• TASK INPUTS:
☆ ☆ ☆

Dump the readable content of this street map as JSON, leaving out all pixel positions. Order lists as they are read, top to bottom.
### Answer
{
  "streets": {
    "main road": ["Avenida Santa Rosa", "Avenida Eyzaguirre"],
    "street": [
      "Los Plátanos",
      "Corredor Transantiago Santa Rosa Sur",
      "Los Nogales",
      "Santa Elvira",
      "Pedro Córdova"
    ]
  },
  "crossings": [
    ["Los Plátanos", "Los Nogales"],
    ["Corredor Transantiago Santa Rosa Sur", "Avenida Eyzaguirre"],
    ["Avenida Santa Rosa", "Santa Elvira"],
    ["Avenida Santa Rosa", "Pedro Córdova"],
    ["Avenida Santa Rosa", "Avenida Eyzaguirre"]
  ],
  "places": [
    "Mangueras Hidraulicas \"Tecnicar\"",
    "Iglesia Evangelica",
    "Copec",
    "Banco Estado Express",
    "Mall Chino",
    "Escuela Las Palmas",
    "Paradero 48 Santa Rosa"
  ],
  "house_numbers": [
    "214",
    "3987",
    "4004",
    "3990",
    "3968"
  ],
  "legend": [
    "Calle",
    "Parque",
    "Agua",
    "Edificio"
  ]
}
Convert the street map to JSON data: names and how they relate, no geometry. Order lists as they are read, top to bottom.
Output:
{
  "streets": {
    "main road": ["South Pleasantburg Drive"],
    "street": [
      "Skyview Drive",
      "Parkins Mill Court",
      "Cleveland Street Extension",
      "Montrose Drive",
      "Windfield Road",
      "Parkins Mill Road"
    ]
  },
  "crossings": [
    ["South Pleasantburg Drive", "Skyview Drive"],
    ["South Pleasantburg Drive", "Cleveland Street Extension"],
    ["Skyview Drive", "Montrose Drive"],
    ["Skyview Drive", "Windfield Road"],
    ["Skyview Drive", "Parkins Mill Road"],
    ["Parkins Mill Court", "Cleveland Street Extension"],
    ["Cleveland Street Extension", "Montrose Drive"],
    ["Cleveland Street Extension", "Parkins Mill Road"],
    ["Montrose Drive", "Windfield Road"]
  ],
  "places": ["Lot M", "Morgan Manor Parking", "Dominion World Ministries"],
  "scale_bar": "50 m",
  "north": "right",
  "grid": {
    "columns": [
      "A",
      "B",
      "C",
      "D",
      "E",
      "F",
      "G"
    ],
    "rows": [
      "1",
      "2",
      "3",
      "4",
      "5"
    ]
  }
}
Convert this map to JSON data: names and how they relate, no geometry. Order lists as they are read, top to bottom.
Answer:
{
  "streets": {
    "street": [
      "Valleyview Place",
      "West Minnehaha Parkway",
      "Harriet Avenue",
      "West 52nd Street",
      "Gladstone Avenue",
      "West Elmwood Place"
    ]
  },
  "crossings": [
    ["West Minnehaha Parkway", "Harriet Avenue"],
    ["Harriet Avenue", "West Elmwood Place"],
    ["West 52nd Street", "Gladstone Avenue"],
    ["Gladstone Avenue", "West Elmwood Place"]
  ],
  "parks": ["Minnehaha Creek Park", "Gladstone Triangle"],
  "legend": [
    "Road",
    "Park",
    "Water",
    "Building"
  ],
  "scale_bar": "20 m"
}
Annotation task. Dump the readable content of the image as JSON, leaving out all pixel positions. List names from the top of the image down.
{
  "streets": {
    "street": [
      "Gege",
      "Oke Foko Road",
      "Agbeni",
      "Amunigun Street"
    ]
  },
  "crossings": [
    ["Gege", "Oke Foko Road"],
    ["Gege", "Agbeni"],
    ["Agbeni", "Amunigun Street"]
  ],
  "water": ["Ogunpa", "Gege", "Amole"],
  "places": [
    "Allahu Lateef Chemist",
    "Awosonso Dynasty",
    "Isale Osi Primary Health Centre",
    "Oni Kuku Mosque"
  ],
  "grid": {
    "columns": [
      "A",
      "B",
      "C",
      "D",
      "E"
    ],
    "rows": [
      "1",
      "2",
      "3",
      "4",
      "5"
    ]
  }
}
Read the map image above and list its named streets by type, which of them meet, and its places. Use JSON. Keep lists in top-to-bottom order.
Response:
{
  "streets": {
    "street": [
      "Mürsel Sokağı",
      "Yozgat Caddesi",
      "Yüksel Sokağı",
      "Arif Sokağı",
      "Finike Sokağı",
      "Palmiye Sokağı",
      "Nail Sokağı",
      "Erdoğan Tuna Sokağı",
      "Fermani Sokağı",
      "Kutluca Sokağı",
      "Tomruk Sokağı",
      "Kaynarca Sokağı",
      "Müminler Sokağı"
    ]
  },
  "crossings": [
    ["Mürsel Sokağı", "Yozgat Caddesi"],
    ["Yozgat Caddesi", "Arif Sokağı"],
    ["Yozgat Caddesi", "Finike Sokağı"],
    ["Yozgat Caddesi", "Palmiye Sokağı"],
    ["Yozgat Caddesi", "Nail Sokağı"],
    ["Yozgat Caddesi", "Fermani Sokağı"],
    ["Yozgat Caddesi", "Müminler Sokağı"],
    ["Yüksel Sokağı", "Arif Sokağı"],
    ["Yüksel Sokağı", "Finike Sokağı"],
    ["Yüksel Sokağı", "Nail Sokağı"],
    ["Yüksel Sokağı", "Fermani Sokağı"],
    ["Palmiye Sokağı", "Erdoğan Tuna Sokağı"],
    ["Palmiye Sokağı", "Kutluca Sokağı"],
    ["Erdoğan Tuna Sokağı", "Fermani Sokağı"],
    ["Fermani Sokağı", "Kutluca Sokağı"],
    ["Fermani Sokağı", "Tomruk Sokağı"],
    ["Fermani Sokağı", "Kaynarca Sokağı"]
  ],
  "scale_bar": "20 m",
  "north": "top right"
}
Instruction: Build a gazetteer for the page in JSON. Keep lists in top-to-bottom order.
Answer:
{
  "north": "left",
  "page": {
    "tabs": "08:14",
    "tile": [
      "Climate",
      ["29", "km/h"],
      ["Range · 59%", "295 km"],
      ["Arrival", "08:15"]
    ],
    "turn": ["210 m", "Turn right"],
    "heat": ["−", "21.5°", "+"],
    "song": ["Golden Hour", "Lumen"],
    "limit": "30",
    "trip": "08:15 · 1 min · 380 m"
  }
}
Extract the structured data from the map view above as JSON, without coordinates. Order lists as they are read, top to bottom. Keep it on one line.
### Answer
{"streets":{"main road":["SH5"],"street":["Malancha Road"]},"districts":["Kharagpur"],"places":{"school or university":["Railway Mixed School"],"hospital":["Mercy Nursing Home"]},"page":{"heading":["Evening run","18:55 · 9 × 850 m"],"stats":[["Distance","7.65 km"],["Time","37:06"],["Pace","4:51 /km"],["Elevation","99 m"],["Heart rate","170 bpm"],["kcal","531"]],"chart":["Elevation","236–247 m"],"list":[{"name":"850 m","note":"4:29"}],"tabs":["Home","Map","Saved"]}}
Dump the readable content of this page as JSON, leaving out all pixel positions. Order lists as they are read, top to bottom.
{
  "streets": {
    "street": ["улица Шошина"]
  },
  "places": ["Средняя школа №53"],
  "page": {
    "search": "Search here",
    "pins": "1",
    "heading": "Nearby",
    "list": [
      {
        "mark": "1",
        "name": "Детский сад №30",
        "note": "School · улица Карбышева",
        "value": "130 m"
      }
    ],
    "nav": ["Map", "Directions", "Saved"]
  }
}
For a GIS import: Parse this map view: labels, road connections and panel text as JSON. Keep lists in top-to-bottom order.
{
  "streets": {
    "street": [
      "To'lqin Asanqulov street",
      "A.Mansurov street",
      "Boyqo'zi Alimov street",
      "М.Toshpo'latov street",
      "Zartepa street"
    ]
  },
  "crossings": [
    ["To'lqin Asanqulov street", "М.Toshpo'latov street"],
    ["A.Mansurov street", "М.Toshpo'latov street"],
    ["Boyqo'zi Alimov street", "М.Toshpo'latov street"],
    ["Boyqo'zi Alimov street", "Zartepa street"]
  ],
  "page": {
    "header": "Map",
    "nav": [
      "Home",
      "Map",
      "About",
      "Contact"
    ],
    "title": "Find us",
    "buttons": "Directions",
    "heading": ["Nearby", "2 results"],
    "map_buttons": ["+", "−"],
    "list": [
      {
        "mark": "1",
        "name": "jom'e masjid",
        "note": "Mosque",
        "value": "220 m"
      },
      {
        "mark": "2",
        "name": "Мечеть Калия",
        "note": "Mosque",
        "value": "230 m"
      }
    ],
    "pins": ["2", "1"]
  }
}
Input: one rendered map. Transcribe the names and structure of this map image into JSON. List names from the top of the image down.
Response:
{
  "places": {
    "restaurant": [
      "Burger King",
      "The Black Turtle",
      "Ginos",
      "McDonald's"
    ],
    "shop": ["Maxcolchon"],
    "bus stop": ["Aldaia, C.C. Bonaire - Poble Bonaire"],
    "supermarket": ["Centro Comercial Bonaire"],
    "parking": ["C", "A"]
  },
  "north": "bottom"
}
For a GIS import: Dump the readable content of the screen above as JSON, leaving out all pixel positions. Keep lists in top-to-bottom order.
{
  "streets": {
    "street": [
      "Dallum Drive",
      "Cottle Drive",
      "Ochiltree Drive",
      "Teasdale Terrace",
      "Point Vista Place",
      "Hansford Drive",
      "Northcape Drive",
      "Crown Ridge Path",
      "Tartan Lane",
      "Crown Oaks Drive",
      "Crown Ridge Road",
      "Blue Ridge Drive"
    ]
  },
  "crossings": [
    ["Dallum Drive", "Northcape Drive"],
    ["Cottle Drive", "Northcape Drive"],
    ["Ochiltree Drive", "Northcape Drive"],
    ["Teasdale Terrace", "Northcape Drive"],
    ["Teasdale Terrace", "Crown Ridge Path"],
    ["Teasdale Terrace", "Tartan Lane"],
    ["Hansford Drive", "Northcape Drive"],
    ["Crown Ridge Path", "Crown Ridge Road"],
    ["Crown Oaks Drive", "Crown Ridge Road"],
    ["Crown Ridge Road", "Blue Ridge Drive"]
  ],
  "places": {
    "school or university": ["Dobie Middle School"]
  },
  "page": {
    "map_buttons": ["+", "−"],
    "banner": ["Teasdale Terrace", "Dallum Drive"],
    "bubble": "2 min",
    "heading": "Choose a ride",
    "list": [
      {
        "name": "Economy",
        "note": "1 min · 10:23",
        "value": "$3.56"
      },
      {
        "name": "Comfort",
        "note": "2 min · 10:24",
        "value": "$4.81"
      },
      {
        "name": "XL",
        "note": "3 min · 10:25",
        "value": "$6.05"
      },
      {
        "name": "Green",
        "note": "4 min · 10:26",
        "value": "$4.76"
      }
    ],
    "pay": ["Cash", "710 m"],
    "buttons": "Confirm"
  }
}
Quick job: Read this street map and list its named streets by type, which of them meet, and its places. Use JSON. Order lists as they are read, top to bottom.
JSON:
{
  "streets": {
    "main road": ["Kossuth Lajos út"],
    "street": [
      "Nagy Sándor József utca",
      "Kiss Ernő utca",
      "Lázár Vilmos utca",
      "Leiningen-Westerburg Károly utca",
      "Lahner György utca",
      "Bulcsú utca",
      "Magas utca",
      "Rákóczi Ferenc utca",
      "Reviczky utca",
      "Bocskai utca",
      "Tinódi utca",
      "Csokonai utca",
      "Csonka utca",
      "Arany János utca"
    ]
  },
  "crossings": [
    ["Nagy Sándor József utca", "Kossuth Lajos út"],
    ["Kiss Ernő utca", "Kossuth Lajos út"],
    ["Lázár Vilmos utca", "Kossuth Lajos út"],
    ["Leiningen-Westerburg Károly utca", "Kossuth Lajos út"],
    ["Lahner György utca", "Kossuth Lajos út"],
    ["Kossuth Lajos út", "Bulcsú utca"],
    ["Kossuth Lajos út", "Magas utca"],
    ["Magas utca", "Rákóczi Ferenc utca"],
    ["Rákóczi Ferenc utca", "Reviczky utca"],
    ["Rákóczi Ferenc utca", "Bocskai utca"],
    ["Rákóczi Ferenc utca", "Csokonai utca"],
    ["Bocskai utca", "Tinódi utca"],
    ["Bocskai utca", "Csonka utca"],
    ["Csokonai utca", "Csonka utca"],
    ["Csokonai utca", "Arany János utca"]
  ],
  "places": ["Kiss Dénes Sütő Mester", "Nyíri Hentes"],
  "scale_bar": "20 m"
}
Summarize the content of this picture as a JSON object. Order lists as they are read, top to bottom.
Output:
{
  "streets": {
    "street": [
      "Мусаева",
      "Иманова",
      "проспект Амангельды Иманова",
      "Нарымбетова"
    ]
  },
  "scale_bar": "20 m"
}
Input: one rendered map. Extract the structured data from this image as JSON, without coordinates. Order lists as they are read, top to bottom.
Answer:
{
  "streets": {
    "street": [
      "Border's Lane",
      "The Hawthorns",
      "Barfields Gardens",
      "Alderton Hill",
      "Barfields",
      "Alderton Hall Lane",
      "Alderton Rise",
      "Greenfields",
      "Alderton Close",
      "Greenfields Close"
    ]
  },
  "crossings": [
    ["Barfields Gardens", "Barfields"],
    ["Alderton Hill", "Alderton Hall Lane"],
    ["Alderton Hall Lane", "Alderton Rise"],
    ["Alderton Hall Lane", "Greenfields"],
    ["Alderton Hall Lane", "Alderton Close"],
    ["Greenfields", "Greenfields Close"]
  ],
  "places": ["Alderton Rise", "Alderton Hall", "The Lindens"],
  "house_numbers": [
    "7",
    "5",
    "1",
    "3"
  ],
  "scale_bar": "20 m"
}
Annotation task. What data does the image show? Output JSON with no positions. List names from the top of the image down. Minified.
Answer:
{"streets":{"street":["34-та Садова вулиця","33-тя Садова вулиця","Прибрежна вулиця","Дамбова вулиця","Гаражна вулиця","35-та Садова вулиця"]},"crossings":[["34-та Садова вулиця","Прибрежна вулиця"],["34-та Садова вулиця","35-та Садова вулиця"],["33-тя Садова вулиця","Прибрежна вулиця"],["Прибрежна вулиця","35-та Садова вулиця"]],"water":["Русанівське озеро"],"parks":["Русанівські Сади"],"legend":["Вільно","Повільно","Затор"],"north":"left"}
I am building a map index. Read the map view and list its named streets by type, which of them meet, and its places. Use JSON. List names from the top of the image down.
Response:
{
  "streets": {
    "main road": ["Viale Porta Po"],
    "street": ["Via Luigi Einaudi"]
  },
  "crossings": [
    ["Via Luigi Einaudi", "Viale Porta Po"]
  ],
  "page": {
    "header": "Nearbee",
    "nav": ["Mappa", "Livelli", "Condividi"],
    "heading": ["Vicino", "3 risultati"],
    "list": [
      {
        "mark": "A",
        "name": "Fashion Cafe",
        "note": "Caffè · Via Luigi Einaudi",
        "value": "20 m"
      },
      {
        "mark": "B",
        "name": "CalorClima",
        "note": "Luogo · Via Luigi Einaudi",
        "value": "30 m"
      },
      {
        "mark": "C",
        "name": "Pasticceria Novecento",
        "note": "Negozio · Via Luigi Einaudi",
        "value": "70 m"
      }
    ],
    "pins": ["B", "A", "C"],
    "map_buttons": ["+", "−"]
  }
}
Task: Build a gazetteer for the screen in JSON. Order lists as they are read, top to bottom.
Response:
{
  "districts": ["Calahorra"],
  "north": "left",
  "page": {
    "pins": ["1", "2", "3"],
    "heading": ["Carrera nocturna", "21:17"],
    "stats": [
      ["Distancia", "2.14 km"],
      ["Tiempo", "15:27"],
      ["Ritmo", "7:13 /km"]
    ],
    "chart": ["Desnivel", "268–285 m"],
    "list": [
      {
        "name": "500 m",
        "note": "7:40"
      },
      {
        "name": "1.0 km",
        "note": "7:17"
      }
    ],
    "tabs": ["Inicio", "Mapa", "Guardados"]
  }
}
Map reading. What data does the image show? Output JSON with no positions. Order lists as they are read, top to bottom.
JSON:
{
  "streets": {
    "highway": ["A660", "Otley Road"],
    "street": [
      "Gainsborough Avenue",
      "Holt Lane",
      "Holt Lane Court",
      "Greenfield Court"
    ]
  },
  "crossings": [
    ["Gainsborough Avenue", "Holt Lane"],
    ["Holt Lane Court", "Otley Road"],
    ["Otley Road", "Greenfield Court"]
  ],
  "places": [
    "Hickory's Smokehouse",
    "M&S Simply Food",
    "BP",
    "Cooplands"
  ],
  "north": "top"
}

☆ ☆ ☆

• WORK INSTRUCTIONS: Nothing should appear in the output except the lines from the one with "Map reading. What" through the end of the records above, copied exactly.

• EXERCISE OUTPUT:
Map reading. What data does the image show? Output JSON with no positions. Order lists as they are read, top to bottom.
JSON:
{
  "streets": {
    "highway": ["A660", "Otley Road"],
    "street": [
      "Gainsborough Avenue",
      "Holt Lane",
      "Holt Lane Court",
      "Greenfield Court"
    ]
  },
  "crossings": [
    ["Gainsborough Avenue", "Holt Lane"],
    ["Holt Lane Court", "Otley Road"],
    ["Otley Road", "Greenfield Court"]
  ],
  "places": [
    "Hickory's Smokehouse",
    "M&S Simply Food",
    "BP",
    "Cooplands"
  ],
  "north": "top"
}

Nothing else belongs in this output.